Athletes shed light on their mental health and struggles

Samiah Lewis

The 2020 Tokyo Olympics opened many eyes to the mental health side of the careers of elite athletes. In many instances, when athletes are vulnerable about their mental health, society tells them to “shake it off” or “toughen up” and focus on winning or “getting it done”. According to The Athletes of Hope, an association that aims to educate and encourage athletes, 35% of elite athletes deal with a mental crisis. Athletes are commonly perceived to always be strong, hardworking and stoic; however, some of the best athletes have the least support and counseling, especially those athletes that participated in the 2020 Tokyo Olympics.

There are multiple factors that affect how these elite athletes perform and what kind of headspace they are in. Not only does their team rely on them, but the entire country that they represent as well. The global media glare is perhaps the most influential aspect of the Olympics. There is a tremendous amount of pressure laid upon those athletes, especially if they’re a woman or person of color, since previous USA Olympians were mainly Caucasian and male. Simone Biles, for example, who is often declared the best gymnast in the world and has won 32 Olympic and world champion medals, suddenly stepped down from the Tokyo Olympics Team Final.  

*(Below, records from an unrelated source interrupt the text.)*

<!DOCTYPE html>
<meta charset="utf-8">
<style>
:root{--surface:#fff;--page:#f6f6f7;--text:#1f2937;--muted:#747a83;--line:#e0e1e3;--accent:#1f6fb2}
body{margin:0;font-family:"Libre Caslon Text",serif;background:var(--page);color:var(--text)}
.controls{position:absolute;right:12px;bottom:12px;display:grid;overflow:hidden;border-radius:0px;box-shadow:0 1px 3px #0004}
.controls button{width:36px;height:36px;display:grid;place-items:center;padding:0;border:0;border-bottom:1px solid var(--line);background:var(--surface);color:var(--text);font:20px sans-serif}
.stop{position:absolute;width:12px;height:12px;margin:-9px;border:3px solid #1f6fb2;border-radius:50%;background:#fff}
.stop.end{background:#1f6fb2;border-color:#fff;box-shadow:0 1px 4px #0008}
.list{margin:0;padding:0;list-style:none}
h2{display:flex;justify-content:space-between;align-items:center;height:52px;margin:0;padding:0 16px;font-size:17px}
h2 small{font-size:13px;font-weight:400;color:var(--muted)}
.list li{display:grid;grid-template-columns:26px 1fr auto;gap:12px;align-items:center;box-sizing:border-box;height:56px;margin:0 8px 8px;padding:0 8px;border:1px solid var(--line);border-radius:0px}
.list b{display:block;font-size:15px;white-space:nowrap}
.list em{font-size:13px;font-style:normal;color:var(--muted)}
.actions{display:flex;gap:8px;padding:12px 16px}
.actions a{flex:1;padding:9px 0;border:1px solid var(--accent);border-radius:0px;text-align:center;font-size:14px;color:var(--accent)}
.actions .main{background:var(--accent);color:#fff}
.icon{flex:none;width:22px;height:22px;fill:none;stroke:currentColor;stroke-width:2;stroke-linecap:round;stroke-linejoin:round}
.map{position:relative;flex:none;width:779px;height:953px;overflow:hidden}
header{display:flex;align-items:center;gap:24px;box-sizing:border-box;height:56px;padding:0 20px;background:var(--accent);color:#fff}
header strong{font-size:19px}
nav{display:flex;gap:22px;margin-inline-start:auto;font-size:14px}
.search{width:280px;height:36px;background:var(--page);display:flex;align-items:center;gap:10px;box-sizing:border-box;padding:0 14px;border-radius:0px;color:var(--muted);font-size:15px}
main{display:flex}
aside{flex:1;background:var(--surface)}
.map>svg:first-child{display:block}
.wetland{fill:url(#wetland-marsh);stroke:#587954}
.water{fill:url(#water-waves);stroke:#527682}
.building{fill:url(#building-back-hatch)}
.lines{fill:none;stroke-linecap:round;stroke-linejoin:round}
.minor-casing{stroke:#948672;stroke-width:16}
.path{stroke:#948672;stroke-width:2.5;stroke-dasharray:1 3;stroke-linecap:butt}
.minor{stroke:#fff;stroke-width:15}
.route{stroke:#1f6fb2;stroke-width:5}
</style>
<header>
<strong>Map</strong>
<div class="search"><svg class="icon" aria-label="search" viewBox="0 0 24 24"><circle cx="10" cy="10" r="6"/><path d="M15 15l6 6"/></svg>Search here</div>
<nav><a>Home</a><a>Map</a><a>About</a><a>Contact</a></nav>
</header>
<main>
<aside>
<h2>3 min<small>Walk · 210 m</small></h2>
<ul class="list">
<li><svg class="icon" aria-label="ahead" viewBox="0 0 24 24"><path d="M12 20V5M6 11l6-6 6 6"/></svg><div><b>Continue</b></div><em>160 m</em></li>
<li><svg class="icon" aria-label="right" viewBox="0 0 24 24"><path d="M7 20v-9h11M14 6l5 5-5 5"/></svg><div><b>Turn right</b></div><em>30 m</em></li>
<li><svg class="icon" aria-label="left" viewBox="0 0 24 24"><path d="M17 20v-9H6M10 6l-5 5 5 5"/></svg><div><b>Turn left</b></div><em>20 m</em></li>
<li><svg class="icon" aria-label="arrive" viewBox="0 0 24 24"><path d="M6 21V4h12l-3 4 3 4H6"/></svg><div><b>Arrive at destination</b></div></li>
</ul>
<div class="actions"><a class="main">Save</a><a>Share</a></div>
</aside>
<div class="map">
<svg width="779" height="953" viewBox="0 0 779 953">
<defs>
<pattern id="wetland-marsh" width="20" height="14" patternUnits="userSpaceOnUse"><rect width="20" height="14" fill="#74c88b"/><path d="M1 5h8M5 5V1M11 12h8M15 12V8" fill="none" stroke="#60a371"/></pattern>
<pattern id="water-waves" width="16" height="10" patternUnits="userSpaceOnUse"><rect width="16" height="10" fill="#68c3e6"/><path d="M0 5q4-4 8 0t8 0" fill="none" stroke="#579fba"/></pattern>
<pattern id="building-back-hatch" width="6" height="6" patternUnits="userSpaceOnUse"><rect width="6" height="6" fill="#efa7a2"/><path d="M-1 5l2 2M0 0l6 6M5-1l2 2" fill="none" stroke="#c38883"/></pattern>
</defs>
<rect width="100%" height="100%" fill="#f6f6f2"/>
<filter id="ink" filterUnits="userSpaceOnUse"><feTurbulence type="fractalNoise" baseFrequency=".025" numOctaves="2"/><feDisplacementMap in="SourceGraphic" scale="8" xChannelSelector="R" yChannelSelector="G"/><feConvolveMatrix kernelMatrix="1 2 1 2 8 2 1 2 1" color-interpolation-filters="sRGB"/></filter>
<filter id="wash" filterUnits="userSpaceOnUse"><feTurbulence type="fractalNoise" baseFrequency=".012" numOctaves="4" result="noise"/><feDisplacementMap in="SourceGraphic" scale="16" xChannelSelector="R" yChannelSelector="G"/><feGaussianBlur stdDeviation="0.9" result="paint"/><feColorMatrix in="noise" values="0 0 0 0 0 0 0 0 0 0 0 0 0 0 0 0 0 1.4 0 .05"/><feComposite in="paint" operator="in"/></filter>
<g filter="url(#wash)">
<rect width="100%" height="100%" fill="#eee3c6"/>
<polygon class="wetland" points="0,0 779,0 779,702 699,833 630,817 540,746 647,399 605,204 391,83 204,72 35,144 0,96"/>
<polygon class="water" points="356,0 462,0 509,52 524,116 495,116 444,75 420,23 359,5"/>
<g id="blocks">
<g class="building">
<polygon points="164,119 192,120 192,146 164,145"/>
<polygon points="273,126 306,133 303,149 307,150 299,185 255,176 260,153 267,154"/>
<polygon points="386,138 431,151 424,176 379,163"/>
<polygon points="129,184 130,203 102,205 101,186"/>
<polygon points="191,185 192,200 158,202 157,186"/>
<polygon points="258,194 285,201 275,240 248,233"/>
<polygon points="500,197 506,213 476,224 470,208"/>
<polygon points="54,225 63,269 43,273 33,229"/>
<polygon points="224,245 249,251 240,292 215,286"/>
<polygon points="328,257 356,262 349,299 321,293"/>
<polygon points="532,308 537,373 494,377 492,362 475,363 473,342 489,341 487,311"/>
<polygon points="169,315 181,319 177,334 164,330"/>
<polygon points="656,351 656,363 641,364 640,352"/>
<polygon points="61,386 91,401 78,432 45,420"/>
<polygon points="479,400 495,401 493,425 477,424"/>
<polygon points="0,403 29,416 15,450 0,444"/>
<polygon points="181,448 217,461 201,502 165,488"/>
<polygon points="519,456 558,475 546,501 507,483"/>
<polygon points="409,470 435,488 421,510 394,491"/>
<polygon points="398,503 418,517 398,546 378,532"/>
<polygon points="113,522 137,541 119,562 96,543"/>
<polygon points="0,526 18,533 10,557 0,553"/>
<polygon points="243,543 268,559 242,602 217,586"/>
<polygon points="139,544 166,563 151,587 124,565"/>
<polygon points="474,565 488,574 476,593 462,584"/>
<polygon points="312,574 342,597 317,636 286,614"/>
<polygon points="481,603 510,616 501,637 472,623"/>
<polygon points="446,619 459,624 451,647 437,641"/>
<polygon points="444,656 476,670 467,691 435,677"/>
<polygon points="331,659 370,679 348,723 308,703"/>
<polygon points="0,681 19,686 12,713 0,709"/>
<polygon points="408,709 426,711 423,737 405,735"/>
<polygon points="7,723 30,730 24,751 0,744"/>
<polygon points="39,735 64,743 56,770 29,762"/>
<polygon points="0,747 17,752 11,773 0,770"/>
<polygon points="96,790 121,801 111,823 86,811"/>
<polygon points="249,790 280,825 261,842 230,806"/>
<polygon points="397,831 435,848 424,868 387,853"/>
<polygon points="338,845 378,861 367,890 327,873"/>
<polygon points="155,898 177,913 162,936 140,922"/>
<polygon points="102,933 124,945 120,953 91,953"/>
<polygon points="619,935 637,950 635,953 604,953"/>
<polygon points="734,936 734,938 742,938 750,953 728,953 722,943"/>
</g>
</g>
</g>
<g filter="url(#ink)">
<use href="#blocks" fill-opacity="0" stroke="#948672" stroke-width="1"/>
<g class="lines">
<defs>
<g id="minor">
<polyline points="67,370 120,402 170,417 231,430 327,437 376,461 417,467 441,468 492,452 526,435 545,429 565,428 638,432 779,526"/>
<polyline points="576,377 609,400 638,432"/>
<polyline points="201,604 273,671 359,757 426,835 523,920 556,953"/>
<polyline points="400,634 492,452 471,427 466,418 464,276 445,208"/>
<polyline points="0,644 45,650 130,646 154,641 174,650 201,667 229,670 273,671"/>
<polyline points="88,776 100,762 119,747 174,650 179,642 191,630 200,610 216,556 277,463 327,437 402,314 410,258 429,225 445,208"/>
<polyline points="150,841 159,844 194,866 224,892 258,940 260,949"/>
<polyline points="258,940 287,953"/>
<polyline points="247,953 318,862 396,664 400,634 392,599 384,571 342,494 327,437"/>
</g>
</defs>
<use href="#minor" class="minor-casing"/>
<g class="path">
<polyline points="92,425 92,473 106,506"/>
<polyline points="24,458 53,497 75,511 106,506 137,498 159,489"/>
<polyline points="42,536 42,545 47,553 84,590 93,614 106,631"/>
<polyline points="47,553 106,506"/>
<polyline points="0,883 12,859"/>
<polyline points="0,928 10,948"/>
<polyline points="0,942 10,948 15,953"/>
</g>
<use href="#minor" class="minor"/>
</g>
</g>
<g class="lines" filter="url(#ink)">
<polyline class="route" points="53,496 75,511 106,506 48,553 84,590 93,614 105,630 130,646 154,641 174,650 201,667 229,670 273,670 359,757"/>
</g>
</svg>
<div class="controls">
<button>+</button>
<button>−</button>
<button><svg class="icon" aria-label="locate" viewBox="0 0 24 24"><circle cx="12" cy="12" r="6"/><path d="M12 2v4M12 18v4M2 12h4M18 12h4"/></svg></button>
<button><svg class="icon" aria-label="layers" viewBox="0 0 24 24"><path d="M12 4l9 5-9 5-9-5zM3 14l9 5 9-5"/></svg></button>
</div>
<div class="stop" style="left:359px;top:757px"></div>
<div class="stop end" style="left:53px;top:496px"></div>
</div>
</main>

In an interview with Washington Post, Biles explained the reason why she felt the need to step down from the finals. 

“Whenever you get in a high stress situation you kind of freak out and don’t really know how to handle all of those emotions, especially at the Olympic Games,” Biles said.

There are many students who struggle with their mental health as is – and adding sports on top of balancing school, work, home and social life, makes things more difficult.  

Many students feel as if they’re burnt-out; that they’re emotionally, physically and mentally exhausted due to prolonged and excessive stress. Students handle stress differently, but many resort to subconsciously lugging it on top of each other. Students are only given weekends to relax and recharge, but many times, they must either work or complete school assignments. 

Aleena Alapatt (12), a swimmer and lacrosse player, emphasizes that hassling school and sports is detrimental to her mental, emotional and physical health.  

“I honestly feel like sports have destroyed my mental health, especially the strain from coaches. School mentally drains me; sports physically destroy me. I have no time to enjoy life – I’m constantly on the go,” Alapatt said. 

Multiple students state that they are often physically drained from school sports. Out of a variety of 10 Spartanburg High School student athletes, with the majority of them being football players, nine state that their sport stresses them out.  

Jayden Brown (11), on the other hand, finds both the benefits and drawbacks of sports participation. 

“Football is a stress reliever to me, but it’s difficult to handle both school, football games and practice. You really have to prioritize and manage your time well in order to be the most successful,” Brown said.